What you will do:
Copy out all the entries below, word for word.

━━ Records for this task ━━

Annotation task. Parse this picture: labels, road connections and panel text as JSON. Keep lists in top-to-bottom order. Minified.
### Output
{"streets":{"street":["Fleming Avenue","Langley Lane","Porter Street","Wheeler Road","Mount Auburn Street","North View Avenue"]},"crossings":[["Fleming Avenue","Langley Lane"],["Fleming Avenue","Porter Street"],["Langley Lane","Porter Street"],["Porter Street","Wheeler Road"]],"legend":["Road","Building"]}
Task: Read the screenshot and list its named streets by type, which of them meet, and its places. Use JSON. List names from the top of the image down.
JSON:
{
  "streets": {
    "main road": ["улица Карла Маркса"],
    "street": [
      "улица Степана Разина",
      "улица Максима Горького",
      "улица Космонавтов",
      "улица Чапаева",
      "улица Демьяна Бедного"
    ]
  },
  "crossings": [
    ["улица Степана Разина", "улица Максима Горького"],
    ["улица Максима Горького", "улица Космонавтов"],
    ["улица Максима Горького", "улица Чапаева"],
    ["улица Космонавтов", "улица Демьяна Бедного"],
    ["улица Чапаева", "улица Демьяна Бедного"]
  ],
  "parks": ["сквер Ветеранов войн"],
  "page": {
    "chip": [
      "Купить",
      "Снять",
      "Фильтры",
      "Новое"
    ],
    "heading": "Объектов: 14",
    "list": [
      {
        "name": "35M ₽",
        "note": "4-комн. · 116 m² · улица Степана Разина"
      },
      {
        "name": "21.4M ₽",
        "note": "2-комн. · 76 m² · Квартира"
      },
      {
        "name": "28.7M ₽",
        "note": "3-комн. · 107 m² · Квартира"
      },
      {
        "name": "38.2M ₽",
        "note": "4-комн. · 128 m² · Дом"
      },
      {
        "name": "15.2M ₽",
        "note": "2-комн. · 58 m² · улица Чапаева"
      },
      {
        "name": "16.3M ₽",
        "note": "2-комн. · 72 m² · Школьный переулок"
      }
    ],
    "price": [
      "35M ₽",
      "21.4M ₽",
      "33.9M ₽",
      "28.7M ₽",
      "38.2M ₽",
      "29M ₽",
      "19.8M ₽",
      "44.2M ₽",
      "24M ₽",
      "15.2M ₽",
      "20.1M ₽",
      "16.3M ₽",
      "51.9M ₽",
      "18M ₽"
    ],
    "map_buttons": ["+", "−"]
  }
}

━━━

Exercise answer:
Annotation task. Parse this picture: labels, road connections and panel text as JSON. Keep lists in top-to-bottom order. Minified.
### Output
{"streets":{"street":["Fleming Avenue","Langley Lane","Porter Street","Wheeler Road","Mount Auburn Street","North View Avenue"]},"crossings":[["Fleming Avenue","Langley Lane"],["Fleming Avenue","Porter Street"],["Langley Lane","Porter Street"],["Porter Street","Wheeler Road"]],"legend":["Road","Building"]}
Task: Read the screenshot and list its named streets by type, which of them meet, and its places. Use JSON. List names from the top of the image down.
JSON:
{
  "streets": {
    "main road": ["улица Карла Маркса"],
    "street": [
      "улица Степана Разина",
      "улица Максима Горького",
      "улица Космонавтов",
      "улица Чапаева",
      "улица Демьяна Бедного"
    ]
  },
  "crossings": [
    ["улица Степана Разина", "улица Максима Горького"],
    ["улица Максима Горького", "улица Космонавтов"],
    ["улица Максима Горького", "улица Чапаева"],
    ["улица Космонавтов", "улица Демьяна Бедного"],
    ["улица Чапаева", "улица Демьяна Бедного"]
  ],
  "parks": ["сквер Ветеранов войн"],
  "page": {
    "chip": [
      "Купить",
      "Снять",
      "Фильтры",
      "Новое"
    ],
    "heading": "Объектов: 14",
    "list": [
      {
        "name": "35M ₽",
        "note": "4-комн. · 116 m² · улица Степана Разина"
      },
      {
        "name": "21.4M ₽",
        "note": "2-комн. · 76 m² · Квартира"
      },
      {
        "name": "28.7M ₽",
        "note": "3-комн. · 107 m² · Квартира"
      },
      {
        "name": "38.2M ₽",
        "note": "4-комн. · 128 m² · Дом"
      },
      {
        "name": "15.2M ₽",
        "note": "2-комн. · 58 m² · улица Чапаева"
      },
      {
        "name": "16.3M ₽",
        "note": "2-комн. · 72 m² · Школьный переулок"
      }
    ],
    "price": [
      "35M ₽",
      "21.4M ₽",
      "33.9M ₽",
      "28.7M ₽",
      "38.2M ₽",
      "29M ₽",
      "19.8M ₽",
      "44.2M ₽",
      "24M ₽",
      "15.2M ₽",
      "20.1M ₽",
      "16.3M ₽",
      "51.9M ₽",
      "18M ₽"
    ],
    "map_buttons": ["+", "−"]
  }
}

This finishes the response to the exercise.